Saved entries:
Segment Open

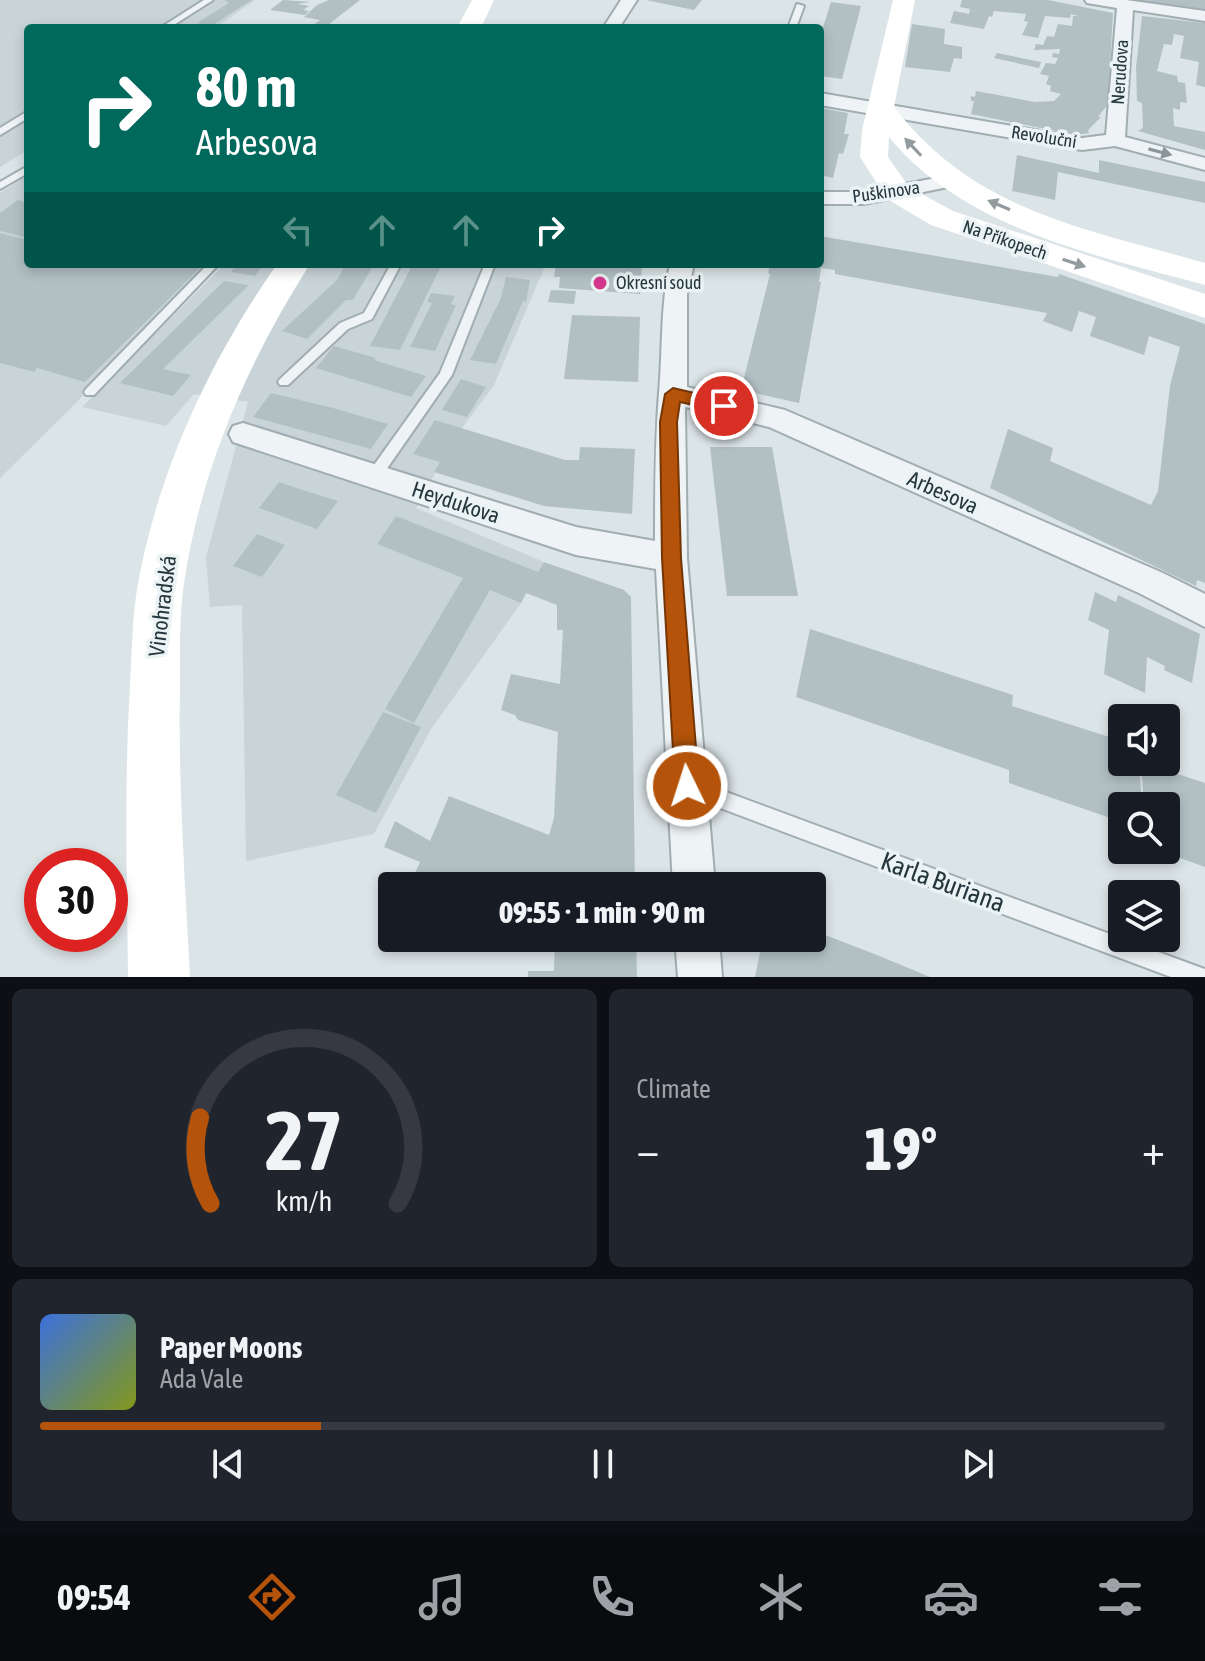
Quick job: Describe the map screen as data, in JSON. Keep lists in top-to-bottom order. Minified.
{"streets":{"street":["Nerudova","Revoluční","Puškinova","Na Příkopech","Arbesova","Heydukova","Vinohradská"],"lane":["Karla Buriana"]},"crossings":[["Nerudova","Revoluční"],["Revoluční","Na Příkopech"],["Puškinova","Na Příkopech"]],"places":["Okresní soud"],"page":{"turn":["80 m","Arbesova"],"limit":"30","trip":"09:55 · 1 min · 90 m","tile":"Climate","heat":["−","19°","+"],"song":["Paper Moons","Ada Vale"],"tabs":"09:54","gauge":["27","km/h"]}}
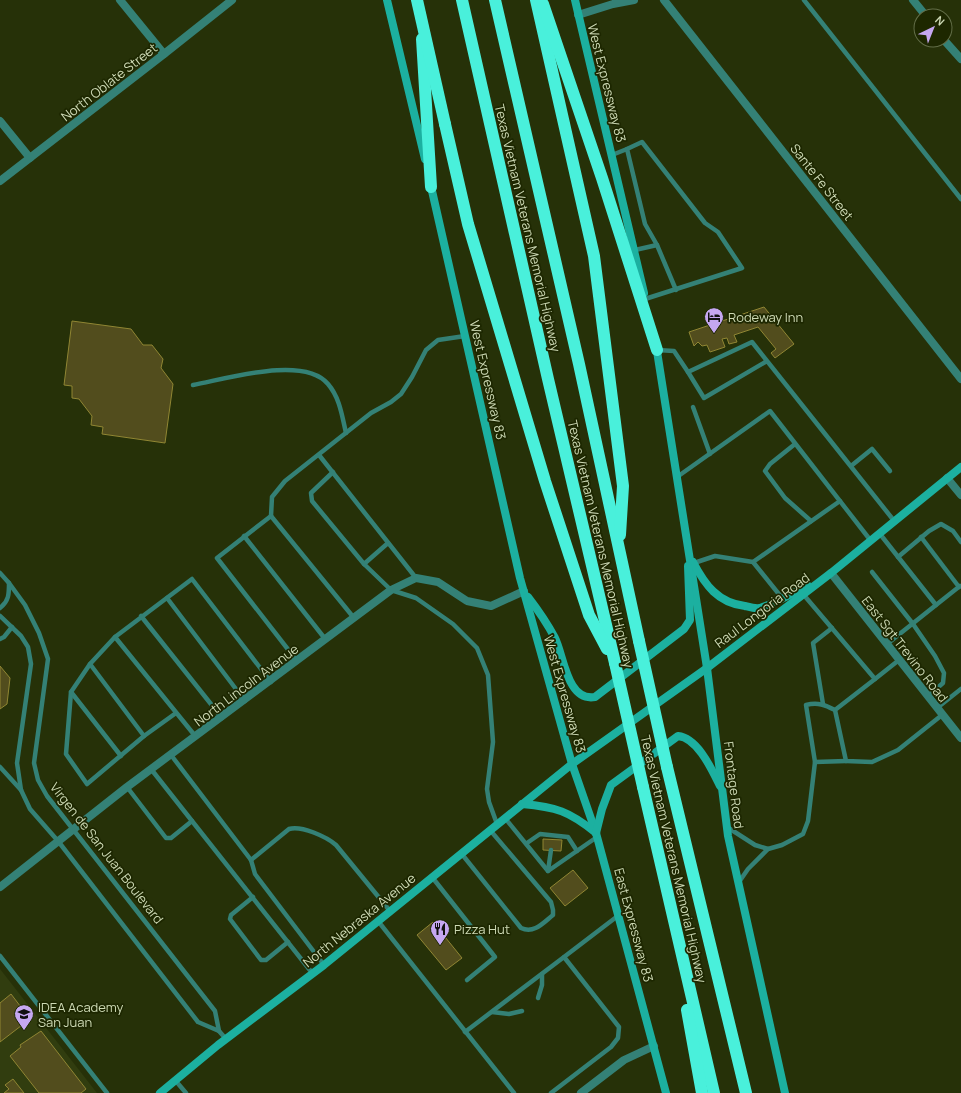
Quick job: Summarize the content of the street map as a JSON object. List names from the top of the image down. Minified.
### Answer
{"streets":{"highway":["Texas Vietnam Veterans Memorial Highway"],"main road":["West Expressway 83","Raul Longoria Road","Frontage Road","North Nebraska Avenue","East Expressway 83"],"street":["North Oblate Street","Sante Fe Street","East Sgt Trevino Road","North Lincoln Avenue"],"lane":["Virgen de San Juan Boulevard"]},"crossings":[["West Expressway 83","Raul Longoria Road"],["West Expressway 83","Frontage Road"],["West Expressway 83","North Nebraska Avenue"],["West Expressway 83","East Expressway 83"],["Raul Longoria Road","East Sgt Trevino Road"],["Raul Longoria Road","Frontage Road"],["Raul Longoria Road","North Nebraska Avenue"],["Raul Longoria Road","East Expressway 83"],["North Lincoln Avenue","Virgen de San Juan Boulevard"],["Virgen de San Juan Boulevard","North Nebraska Avenue"],["North Nebraska Avenue","East Expressway 83"]],"places":{"hotel":["Rodeway Inn"],"restaurant":["Pizza Hut"],"school or university":["IDEA Academy San Juan"]},"north":"top right"}
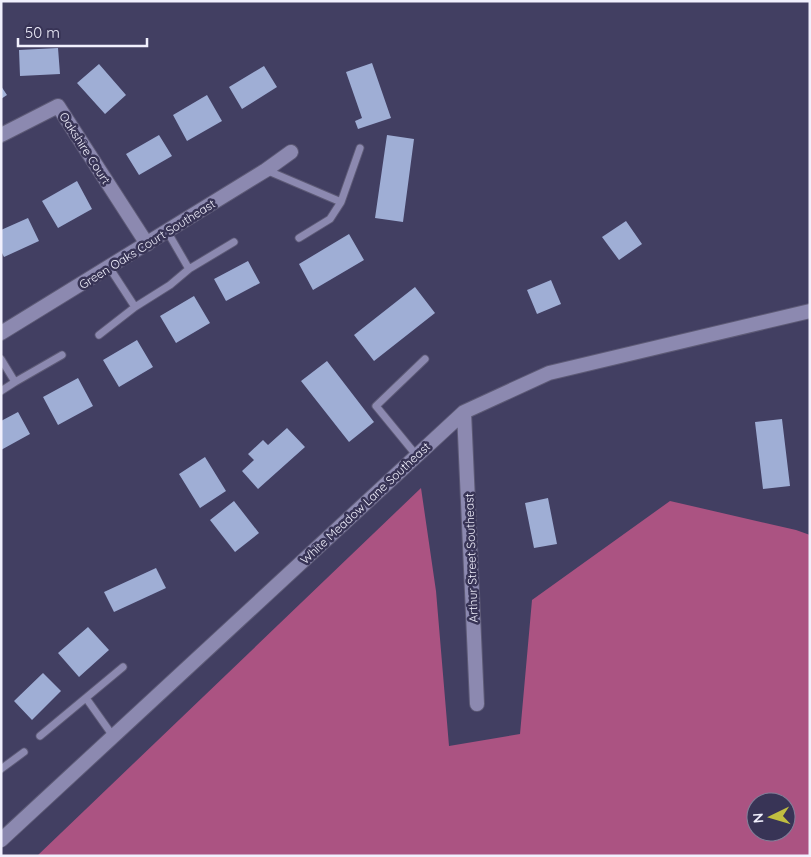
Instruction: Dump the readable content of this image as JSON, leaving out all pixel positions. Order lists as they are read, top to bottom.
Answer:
{
  "streets": {
    "street": [
      "Oakshire Court",
      "Green Oaks Court Southeast",
      "White Meadow Lane Southeast",
      "Arthur Street Southeast"
    ]
  },
  "crossings": [
    ["Oakshire Court", "Green Oaks Court Southeast"],
    ["White Meadow Lane Southeast", "Arthur Street Southeast"]
  ],
  "scale_bar": "50 m",
  "north": "left"
}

Segment Closed

EXERCISE DETAILS
Be exact. Write out all the entries and omit the pictures.

SOLUTION BELOW
Quick job: Describe the map screen as data, in JSON. Keep lists in top-to-bottom order. Minified.
{"streets":{"street":["Nerudova","Revoluční","Puškinova","Na Příkopech","Arbesova","Heydukova","Vinohradská"],"lane":["Karla Buriana"]},"crossings":[["Nerudova","Revoluční"],["Revoluční","Na Příkopech"],["Puškinova","Na Příkopech"]],"places":["Okresní soud"],"page":{"turn":["80 m","Arbesova"],"limit":"30","trip":"09:55 · 1 min · 90 m","tile":"Climate","heat":["−","19°","+"],"song":["Paper Moons","Ada Vale"],"tabs":"09:54","gauge":["27","km/h"]}}
Quick job: Summarize the content of the street map as a JSON object. List names from the top of the image down. Minified.
### Answer
{"streets":{"highway":["Texas Vietnam Veterans Memorial Highway"],"main road":["West Expressway 83","Raul Longoria Road","Frontage Road","North Nebraska Avenue","East Expressway 83"],"street":["North Oblate Street","Sante Fe Street","East Sgt Trevino Road","North Lincoln Avenue"],"lane":["Virgen de San Juan Boulevard"]},"crossings":[["West Expressway 83","Raul Longoria Road"],["West Expressway 83","Frontage Road"],["West Expressway 83","North Nebraska Avenue"],["West Expressway 83","East Expressway 83"],["Raul Longoria Road","East Sgt Trevino Road"],["Raul Longoria Road","Frontage Road"],["Raul Longoria Road","North Nebraska Avenue"],["Raul Longoria Road","East Expressway 83"],["North Lincoln Avenue","Virgen de San Juan Boulevard"],["Virgen de San Juan Boulevard","North Nebraska Avenue"],["North Nebraska Avenue","East Expressway 83"]],"places":{"hotel":["Rodeway Inn"],"restaurant":["Pizza Hut"],"school or university":["IDEA Academy San Juan"]},"north":"top right"}
Instruction: Dump the readable content of this image as JSON, leaving out all pixel positions. Order lists as they are read, top to bottom.
Answer:
{
  "streets": {
    "street": [
      "Oakshire Court",
      "Green Oaks Court Southeast",
      "White Meadow Lane Southeast",
      "Arthur Street Southeast"
    ]
  },
  "crossings": [
    ["Oakshire Court", "Green Oaks Court Southeast"],
    ["White Meadow Lane Southeast", "Arthur Street Southeast"]
  ],
  "scale_bar": "50 m",
  "north": "left"
}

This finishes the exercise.